_To do_. Where the string "strokeStyle" occurs in a line of the data below, that line should be copied.

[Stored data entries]
____________
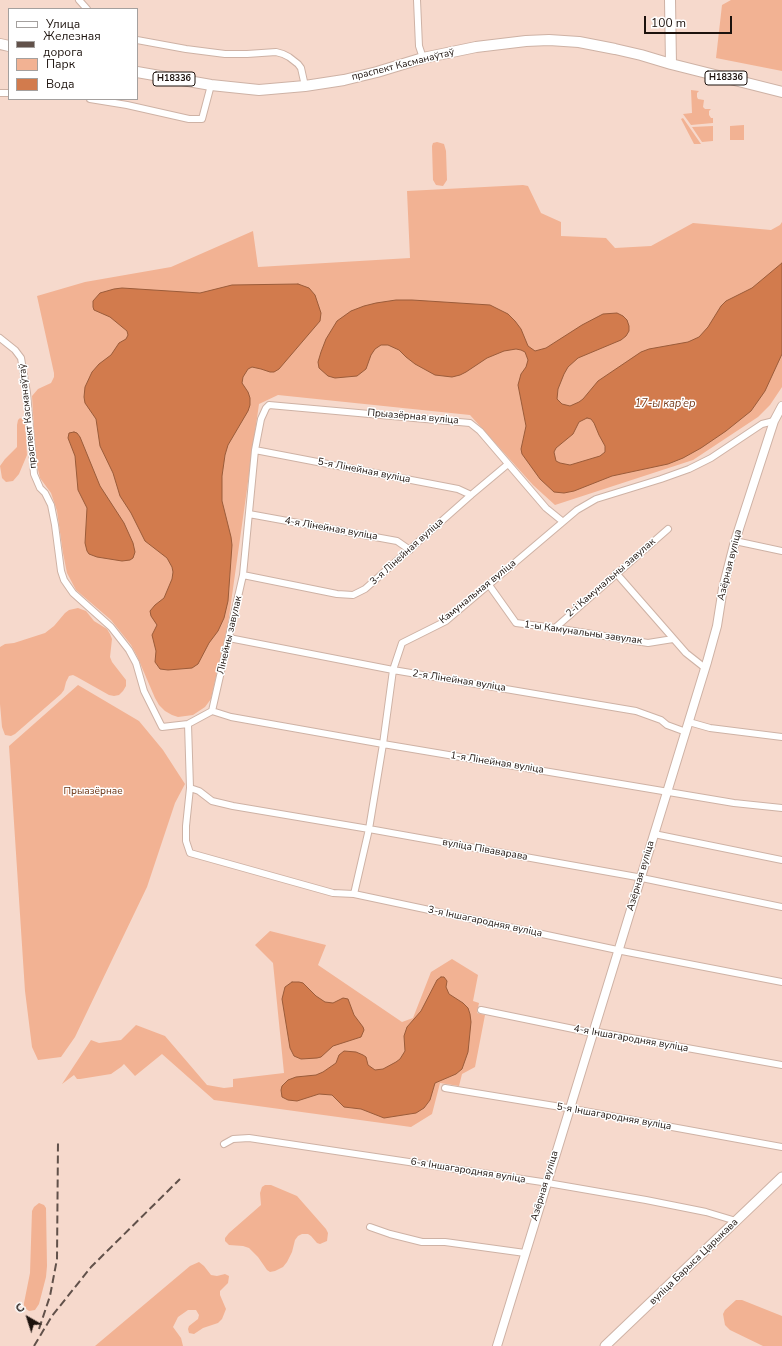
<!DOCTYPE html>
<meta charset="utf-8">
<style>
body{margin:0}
#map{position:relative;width:782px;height:1346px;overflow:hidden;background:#f6d9cc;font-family:"Nunito Sans",sans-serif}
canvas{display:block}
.legend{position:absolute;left:8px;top:8px;width:130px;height:92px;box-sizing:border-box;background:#fff;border:1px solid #a4a09e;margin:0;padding:5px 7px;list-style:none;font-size:12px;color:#1c120d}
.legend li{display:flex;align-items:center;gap:8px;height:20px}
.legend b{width:20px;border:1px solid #a4a09e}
.north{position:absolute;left:8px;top:1298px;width:40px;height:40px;-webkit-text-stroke:3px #fff;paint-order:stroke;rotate:321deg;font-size:11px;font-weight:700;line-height:16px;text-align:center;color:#1c120d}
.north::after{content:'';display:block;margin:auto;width:14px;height:18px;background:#1c120d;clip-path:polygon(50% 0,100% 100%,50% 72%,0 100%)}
.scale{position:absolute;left:644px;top:16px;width:88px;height:18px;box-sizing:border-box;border:2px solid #1c120d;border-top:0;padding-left:5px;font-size:12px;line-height:14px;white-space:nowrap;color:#1c120d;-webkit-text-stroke:3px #fff;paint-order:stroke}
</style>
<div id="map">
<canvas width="782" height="1346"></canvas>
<ul class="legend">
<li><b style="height:5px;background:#fff"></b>Улица</li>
<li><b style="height:5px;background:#61514a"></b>Железная дорога</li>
<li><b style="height:11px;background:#f2b293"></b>Парк</li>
<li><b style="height:11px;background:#d27b4d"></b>Вода</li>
</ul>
<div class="north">С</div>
<div class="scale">100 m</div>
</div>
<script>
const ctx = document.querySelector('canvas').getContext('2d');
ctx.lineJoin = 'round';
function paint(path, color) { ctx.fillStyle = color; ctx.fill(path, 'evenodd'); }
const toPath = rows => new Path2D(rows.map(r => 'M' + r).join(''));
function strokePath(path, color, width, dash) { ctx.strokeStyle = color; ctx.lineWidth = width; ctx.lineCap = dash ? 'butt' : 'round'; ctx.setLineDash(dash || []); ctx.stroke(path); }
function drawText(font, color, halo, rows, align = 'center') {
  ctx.font = font + ' "Nunito Sans",sans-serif'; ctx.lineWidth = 3; ctx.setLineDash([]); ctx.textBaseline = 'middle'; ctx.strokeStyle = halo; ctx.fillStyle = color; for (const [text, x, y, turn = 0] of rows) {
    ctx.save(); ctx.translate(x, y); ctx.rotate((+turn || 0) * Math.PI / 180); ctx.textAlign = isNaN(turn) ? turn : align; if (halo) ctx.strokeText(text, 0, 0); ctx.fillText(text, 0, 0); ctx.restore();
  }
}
const green = toPath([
 [731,0,782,0,782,71,716,58,722,5],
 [691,90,699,91,697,93,697,97,698,99,704,100,703,107,705,109,711,109,709,111,709,115,711,118,713,118,713,123,691,125,683,114,692,113],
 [683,118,701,144,694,144,681,119],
 [744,125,744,140,730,140,730,126],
 [713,126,713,141,702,142,692,127],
 [437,142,444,144,446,151,447,180,443,186,436,185,433,180,432,146,433,143],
 [523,185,528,186,541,213,561,222,561,236,606,238,615,248,651,246,693,223,771,230,780,225,782,222,782,387,770,405,758,417,693,460,555,505,533,485,470,415,278,395,259,404,228,624,211,699,205,707,193,715,178,717,172,715,165,711,159,705,155,698,137,656,131,645,111,620,76,590,67,573,63,553,57,511,51,493,40,478,36,461,32,396,38,389,51,383,54,377,54,373,37,296,85,282,171,267,253,231,258,267,410,258,407,191],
 [20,418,24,420,25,422,27,455,19,474,13,481,6,482,2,478,0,466,5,459,17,447,17,425,18,420],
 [78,608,86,611,94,621,107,629,110,634,112,639,110,657,112,662,126,680,126,686,123,691,119,695,114,696,109,695,77,677,73,675,69,676,66,682,64,690,61,694,15,734,11,736,5,735,2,727,0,704,0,647,5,644,14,643,45,633,54,626,65,613,69,610],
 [78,685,139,721,163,750,185,784,175,803,147,887,75,1037,61,1057,38,1060,32,1047,25,991,9,746],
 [270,931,326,945,318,965,402,1022,413,1018,431,972,452,959,478,975,473,1001,479,1003,477,1013,485,1015,475,1067,462,1074,459,1086,440,1083,432,1114,411,1127,214,1100,162,1054,135,1076,124,1064,121,1067,111,1074,80,1079,77,1079,74,1075,62,1084,91,1040,99,1043,121,1040,136,1025,165,1036,207,1085,224,1088,233,1087,233,1079,284,1073,273,963,255,945],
 [265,1185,271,1185,297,1196,326,1229,328,1233,327,1241,320,1244,317,1243,311,1236,308,1234,302,1234,298,1236,295,1240,292,1252,287,1262,283,1267,275,1271,270,1272,267,1270,258,1257,249,1248,243,1246,229,1245,225,1241,225,1238,229,1233,261,1205,260,1193,262,1187],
 [39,1203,44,1205,46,1208,47,1266,46,1277,39,1304,35,1310,29,1311,24,1307,24,1303,30,1273,32,1211,34,1207],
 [199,1262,204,1266,211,1275,217,1276,225,1274,229,1276,228,1283,220,1291,220,1295,226,1309,222,1319,218,1323,203,1328,194,1334,189,1333,188,1329,189,1326,198,1319,199,1315,196,1310,188,1310,178,1317,173,1327,181,1338,183,1346,95,1346,190,1266],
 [736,1300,742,1300,782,1316,782,1346,763,1346,730,1330,725,1325,723,1314,725,1310]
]);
const water = toPath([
 [782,263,782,354,765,391,751,411,726,431,701,448,683,458,668,464,612,476,574,491,564,493,554,492,540,479,522,454,521,449,526,426,518,385,521,374,526,367,528,360,525,352,521,350,516,349,504,351,487,358,466,372,460,375,452,377,435,375,415,364,406,357,399,350,388,345,381,345,375,349,371,355,366,369,357,376,335,378,328,376,319,368,318,362,321,352,326,339,337,321,351,311,364,306,376,303,396,300,412,300,490,305,508,314,515,321,521,329,528,346,535,351,546,348,582,325,603,314,617,313,623,316,627,320,629,326,629,331,626,336,621,340,578,358,568,367,564,374,558,389,557,399,562,404,570,406,579,402,583,399,598,381,641,352,649,349,688,342,699,337,708,327,721,306,726,301,752,288,782,263],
 [587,418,591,419,594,423,599,435,605,446,605,452,600,456,570,465,560,463,556,461,554,452,556,448,573,434,579,422,587,418],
 [298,284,309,288,315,295,321,313,320,321,279,369,274,372,270,372,261,369,252,367,248,369,243,377,242,383,248,392,250,398,250,405,248,411,228,445,225,455,222,476,222,501,231,537,232,545,228,601,224,618,218,631,209,643,198,664,192,668,168,670,160,669,155,662,156,651,152,635,157,625,151,616,150,611,155,605,164,598,172,579,173,572,172,567,167,558,145,541,131,513,120,496,113,473,100,446,96,419,85,403,84,397,85,387,92,372,99,364,111,355,119,343,126,339,128,335,127,331,110,317,94,310,93,307,93,301,100,293,114,289,122,288,200,293,232,285,298,284],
 [74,432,77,433,80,437,100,486,124,523,133,543,135,552,133,558,130,560,122,561,97,557,89,554,87,551,85,543,87,508,78,490,75,456,68,438,69,433,74,432],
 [441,977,444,977,447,981,446,987,449,994,463,1003,468,1008,470,1014,471,1022,468,1052,462,1069,456,1074,435,1083,430,1100,424,1108,416,1113,384,1118,361,1109,344,1107,332,1095,319,1094,297,1101,288,1100,282,1097,281,1090,282,1086,288,1080,296,1077,316,1075,323,1072,336,1063,339,1055,344,1051,356,1052,363,1055,366,1057,368,1065,375,1070,383,1069,396,1062,400,1059,405,1051,404,1036,407,1027,421,1011,437,980,441,977],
 [292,982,299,982,303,983,316,996,325,1002,333,1003,343,998,348,999,354,1015,363,1027,364,1030,361,1037,333,1046,321,1057,317,1058,301,1059,294,1056,290,1048,282,999,285,987,292,982]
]);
const minor = toPath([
 [79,0,87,9],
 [417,0,419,46,423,58],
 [137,40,186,49,225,54,247,54,276,52,283,54,289,57,298,64,301,68,305,86],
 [0,93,9,93],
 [90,99,127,105,189,119,202,119,211,85],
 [0,338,15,350,21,358,27,393,34,474,40,488,45,493,51,505,55,525,61,571,64,580,73,593,111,627,129,650,136,663,144,691,162,727,188,724],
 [255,450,458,489,471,495],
 [249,514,397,541,410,550],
 [562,521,546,508,480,431,470,423,269,405,266,408,261,419,255,450,243,575,212,711,188,724,190,788,186,826,186,841,190,853,333,893,354,894,622,951,782,982],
 [735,541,782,551],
 [616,573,686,653,705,668],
 [243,575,337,594,353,595,365,589,471,495,508,464],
 [489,585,516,623,555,628,648,643,673,639],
 [555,628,668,529],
 [229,638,393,670,636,711,661,720,667,725,686,732],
 [212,711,231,717,383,744,734,803,782,808],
 [689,722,710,728,782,737],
 [190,788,199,791,212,801,233,806,369,829,637,877,782,907],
 [654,834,782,860],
 [354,894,369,829,383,744,393,670,402,643,446,621,577,510,596,499,661,479,689,469,711,458,762,424,774,421],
 [481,1010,588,1032,598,1032,782,1065],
 [445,1088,573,1109,782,1147],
 [224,1144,233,1139,249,1138,542,1182,646,1200,706,1212,736,1221],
 [370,1227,390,1234,422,1242,445,1242,525,1253]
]);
const tertiary = toPath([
 [497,1346,707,662,717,626,723,588,735,541,774,421,782,406]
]);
const secondary = toPath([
 [605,1346,782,1177]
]);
const primary = toPath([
 [670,0,671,64],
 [0,44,9,46],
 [137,72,211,85,259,90,305,86,344,80,377,72,423,58,476,47,526,41,549,40,579,42,615,49,641,55,671,64,782,92]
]);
const rail = toPath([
 [39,1329,50,1296,57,1259,58,1142],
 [34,1346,52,1316,91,1267,180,1179]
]);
const shields = [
 [726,78,42],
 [174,79,42]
];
const shieldNames = [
 ["Н18336",726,78],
 ["Н18336",174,79]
];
const streetNames = [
 ["праспект Касманаўтаў",403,65,-14],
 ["праспект Касманаўтаў",28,416,-96],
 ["Прыазёрная вуліца",413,417,5],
 ["5-я Лінейная вуліца",364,471,11],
 ["4-я Лінейная вуліца",331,529,10],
 ["3-я Лінейная вуліца",407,552,-42],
 ["Азёрная вуліца",730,565,-76],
 ["2-і Камунальны завулак",611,578,-41],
 ["Камунальная вуліца",478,592,-39],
 ["1-ы Камунальны завулак",583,633,8],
 ["Лінейны завулак",230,635,-77],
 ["2-я Лінейная вуліца",459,681,9],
 ["1-я Лінейная вуліца",497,763,9],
 ["вуліца Піваварава",485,850,10],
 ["Азёрная вуліца",641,876,-73],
 ["3-я Іншагародняя вуліца",485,922,12],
 ["4-я Іншагародняя вуліца",631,1039,10],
 ["5-я Іншагародняя вуліца",614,1117,10],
 ["6-я Іншагародняя вуліца",468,1171,9],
 ["Азёрная вуліца",545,1186,-73],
 ["вуліца Барыса Царыкава",694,1262,-44]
];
const parkNames = [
 ["Прыазёрнае",93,792]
];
const waterNames = [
 ["17-ы кар’ер",665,404]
];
paint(green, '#f2b293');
paint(water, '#d27b4d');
strokePath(water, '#9b5c3a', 1);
strokePath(minor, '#ceb2a5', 8);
strokePath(tertiary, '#ceb2a5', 10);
strokePath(secondary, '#ceb2a5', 11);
strokePath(primary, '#ceb2a5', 12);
strokePath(minor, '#fff', 6);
strokePath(tertiary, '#fff', 8);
strokePath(secondary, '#fff', 9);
strokePath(primary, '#fff', 10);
strokePath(rail, '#61514a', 2, [8, 4]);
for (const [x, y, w] of shields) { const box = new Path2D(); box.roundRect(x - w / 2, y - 7, w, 14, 3); ctx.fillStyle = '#fff'; ctx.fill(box); strokePath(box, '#1c120d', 1); }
drawText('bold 9px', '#1c120d', null, shieldNames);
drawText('10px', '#1c120d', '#fff', streetNames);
drawText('10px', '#69310f', '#fff', parkNames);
drawText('italic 11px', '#783d1d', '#fff', waterNames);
</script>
____________
_Response_.
function strokePath(path, color, width, dash) { ctx.strokeStyle = color; ctx.lineWidth = width; ctx.lineCap = dash ? 'butt' : 'round'; ctx.setLineDash(dash || []); ctx.stroke(path); }
  ctx.font = font + ' "Nunito Sans",sans-serif'; ctx.lineWidth = 3; ctx.setLineDash([]); ctx.textBaseline = 'middle'; ctx.strokeStyle = halo; ctx.fillStyle = color; for (const [text, x, y, turn = 0] of rows) {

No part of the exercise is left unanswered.